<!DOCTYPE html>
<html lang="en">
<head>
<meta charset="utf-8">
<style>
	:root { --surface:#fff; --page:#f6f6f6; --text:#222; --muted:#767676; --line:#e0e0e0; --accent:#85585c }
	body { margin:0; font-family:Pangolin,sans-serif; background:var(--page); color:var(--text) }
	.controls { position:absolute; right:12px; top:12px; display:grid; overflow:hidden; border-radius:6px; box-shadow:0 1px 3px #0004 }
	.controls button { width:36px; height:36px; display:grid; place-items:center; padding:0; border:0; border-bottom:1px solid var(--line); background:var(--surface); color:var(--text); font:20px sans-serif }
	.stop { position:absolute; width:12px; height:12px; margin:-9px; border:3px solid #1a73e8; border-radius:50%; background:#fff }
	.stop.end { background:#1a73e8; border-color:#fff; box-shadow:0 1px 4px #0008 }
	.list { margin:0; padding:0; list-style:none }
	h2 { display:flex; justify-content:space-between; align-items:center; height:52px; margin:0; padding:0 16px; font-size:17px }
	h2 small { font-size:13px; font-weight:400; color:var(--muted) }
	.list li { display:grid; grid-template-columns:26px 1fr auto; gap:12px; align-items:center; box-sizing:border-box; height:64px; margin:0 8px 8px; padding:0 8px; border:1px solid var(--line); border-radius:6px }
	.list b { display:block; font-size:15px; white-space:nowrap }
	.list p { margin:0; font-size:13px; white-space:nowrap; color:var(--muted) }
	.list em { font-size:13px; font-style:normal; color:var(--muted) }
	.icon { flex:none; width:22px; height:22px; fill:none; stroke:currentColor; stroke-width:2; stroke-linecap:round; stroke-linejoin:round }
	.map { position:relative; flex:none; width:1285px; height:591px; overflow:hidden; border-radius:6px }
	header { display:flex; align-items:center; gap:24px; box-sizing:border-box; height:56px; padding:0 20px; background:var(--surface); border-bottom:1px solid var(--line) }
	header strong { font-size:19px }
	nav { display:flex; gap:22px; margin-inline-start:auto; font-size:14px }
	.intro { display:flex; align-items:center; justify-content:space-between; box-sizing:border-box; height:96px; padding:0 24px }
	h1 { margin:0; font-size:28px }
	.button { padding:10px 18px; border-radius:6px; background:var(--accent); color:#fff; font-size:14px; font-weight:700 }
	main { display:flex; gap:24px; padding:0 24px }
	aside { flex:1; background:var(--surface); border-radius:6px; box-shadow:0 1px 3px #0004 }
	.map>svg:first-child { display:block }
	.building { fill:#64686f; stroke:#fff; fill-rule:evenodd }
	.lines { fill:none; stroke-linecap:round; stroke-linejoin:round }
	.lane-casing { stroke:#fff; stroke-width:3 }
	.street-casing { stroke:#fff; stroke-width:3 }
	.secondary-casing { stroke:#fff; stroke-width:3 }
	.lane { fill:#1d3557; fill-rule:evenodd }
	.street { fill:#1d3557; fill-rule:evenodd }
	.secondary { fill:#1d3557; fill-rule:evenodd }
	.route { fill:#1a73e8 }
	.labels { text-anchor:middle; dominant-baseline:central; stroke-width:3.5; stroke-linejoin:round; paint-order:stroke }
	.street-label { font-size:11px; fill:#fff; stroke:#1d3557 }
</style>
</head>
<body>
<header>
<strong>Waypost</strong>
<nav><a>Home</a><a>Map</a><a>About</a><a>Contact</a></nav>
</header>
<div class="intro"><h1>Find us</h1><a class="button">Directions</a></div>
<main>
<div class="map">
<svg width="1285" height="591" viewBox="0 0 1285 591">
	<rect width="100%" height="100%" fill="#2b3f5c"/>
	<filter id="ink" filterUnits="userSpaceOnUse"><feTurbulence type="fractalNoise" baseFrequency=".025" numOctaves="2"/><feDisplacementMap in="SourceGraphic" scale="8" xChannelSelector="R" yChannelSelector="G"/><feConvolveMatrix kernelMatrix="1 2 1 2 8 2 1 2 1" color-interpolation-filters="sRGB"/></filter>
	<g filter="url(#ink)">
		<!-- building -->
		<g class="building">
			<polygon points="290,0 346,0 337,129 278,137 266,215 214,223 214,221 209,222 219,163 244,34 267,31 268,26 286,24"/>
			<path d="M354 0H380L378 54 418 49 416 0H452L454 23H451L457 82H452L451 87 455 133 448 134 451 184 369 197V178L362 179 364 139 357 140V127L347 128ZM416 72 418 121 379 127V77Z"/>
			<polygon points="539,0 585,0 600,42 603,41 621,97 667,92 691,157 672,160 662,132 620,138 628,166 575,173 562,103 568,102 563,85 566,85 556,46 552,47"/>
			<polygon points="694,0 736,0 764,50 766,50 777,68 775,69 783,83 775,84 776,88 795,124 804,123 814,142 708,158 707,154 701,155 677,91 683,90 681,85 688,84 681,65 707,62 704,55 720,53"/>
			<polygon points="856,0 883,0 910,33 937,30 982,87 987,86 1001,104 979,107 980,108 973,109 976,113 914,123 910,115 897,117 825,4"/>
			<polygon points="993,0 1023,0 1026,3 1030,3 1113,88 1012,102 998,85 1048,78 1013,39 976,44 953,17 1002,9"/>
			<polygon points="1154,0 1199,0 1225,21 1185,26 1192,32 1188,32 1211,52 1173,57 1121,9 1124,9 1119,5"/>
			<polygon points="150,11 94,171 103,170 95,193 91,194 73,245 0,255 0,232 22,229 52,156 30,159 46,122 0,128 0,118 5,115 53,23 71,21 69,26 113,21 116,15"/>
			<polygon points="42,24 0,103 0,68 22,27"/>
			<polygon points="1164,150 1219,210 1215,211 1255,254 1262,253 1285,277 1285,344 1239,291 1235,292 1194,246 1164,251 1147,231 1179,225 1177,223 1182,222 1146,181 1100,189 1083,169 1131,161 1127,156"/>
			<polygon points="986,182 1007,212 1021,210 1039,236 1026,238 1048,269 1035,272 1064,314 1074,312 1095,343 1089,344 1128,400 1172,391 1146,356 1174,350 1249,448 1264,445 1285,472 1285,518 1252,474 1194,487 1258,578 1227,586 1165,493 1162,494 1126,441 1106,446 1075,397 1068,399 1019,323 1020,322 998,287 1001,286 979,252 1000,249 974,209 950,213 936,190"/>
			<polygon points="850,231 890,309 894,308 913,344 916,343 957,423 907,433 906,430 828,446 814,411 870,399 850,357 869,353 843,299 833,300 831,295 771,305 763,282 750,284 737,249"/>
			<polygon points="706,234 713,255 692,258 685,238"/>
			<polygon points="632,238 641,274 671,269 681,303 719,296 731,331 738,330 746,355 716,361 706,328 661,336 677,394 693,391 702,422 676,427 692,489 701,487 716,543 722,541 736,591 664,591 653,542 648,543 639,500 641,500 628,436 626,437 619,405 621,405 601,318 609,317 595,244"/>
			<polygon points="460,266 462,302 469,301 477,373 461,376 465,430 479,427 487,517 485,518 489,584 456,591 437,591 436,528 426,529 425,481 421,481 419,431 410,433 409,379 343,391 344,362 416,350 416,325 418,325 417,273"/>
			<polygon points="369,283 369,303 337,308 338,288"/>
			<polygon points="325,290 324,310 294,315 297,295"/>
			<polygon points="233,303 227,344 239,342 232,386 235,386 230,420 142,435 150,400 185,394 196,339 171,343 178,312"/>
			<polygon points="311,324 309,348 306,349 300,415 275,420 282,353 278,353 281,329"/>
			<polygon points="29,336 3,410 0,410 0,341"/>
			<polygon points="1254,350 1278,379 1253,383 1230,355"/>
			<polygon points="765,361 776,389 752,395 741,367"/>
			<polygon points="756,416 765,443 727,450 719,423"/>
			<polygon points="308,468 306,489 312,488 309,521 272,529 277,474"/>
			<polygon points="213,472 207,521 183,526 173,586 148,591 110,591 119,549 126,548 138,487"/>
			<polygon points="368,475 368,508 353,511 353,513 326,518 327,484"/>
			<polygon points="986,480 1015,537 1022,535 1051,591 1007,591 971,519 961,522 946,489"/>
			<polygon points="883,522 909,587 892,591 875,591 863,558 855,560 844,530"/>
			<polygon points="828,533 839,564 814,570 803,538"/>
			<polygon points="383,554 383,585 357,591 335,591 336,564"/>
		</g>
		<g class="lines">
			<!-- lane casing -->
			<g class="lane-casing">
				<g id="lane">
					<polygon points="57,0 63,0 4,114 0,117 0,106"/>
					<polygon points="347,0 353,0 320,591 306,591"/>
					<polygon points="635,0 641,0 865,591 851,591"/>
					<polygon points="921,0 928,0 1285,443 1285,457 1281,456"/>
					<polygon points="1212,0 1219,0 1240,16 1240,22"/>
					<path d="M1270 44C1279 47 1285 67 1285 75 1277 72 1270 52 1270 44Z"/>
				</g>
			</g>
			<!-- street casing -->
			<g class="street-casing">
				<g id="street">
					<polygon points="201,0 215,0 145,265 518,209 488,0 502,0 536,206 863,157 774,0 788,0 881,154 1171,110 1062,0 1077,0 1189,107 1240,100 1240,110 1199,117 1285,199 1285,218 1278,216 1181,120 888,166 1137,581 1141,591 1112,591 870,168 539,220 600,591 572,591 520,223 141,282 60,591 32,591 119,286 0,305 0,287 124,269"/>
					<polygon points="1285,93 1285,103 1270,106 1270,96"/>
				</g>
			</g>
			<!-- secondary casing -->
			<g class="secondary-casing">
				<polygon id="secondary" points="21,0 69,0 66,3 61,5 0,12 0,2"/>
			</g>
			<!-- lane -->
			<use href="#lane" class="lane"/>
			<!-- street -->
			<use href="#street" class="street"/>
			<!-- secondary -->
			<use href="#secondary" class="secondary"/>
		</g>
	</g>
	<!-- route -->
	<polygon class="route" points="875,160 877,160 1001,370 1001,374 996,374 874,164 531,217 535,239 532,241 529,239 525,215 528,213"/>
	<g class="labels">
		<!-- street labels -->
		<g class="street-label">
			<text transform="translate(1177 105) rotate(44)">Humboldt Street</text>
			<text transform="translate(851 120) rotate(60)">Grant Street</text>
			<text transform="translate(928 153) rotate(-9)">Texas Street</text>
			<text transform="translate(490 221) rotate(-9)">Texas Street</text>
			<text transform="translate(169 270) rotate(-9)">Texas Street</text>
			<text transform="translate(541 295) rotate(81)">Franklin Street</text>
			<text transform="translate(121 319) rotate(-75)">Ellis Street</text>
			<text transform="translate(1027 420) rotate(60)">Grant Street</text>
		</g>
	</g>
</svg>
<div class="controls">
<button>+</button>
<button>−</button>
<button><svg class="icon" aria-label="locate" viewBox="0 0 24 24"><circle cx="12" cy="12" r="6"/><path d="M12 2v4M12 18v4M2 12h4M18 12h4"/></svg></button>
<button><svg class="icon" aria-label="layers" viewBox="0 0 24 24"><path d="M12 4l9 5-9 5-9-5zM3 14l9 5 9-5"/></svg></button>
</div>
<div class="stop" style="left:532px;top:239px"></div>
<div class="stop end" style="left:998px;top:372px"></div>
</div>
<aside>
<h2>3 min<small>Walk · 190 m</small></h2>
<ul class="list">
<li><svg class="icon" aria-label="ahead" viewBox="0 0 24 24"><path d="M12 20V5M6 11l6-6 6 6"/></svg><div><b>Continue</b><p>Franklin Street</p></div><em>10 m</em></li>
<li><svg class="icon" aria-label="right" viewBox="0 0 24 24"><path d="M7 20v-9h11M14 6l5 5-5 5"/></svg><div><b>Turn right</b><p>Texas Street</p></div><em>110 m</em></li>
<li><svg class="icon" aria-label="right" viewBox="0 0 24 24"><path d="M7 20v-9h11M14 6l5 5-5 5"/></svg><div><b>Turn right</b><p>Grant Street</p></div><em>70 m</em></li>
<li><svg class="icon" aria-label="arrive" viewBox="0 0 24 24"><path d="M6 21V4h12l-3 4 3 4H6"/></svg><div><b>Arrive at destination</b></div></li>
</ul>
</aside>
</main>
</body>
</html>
++++
■ WHAT IS REQUIRED
Each line of the records, from the opening one through the line holding "flex:none; width:22px; height:22px;", should be restated word for word, with nothing else in the answer.

■ RESPONSE
<!DOCTYPE html>
<html lang="en">
<head>
<meta charset="utf-8">
<style>
	:root { --surface:#fff; --page:#f6f6f6; --text:#222; --muted:#767676; --line:#e0e0e0; --accent:#85585c }
	body { margin:0; font-family:Pangolin,sans-serif; background:var(--page); color:var(--text) }
	.controls { position:absolute; right:12px; top:12px; display:grid; overflow:hidden; border-radius:6px; box-shadow:0 1px 3px #0004 }
	.controls button { width:36px; height:36px; display:grid; place-items:center; padding:0; border:0; border-bottom:1px solid var(--line); background:var(--surface); color:var(--text); font:20px sans-serif }
	.stop { position:absolute; width:12px; height:12px; margin:-9px; border:3px solid #1a73e8; border-radius:50%; background:#fff }
	.stop.end { background:#1a73e8; border-color:#fff; box-shadow:0 1px 4px #0008 }
	.list { margin:0; padding:0; list-style:none }
	h2 { display:flex; justify-content:space-between; align-items:center; height:52px; margin:0; padding:0 16px; font-size:17px }
	h2 small { font-size:13px; font-weight:400; color:var(--muted) }
	.list li { display:grid; grid-template-columns:26px 1fr auto; gap:12px; align-items:center; box-sizing:border-box; height:64px; margin:0 8px 8px; padding:0 8px; border:1px solid var(--line); border-radius:6px }
	.list b { display:block; font-size:15px; white-space:nowrap }
	.list p { margin:0; font-size:13px; white-space:nowrap; color:var(--muted) }
	.list em { font-size:13px; font-style:normal; color:var(--muted) }
	.icon { flex:none; width:22px; height:22px; fill:none; stroke:currentColor; stroke-width:2; stroke-linecap:round; stroke-linejoin:round }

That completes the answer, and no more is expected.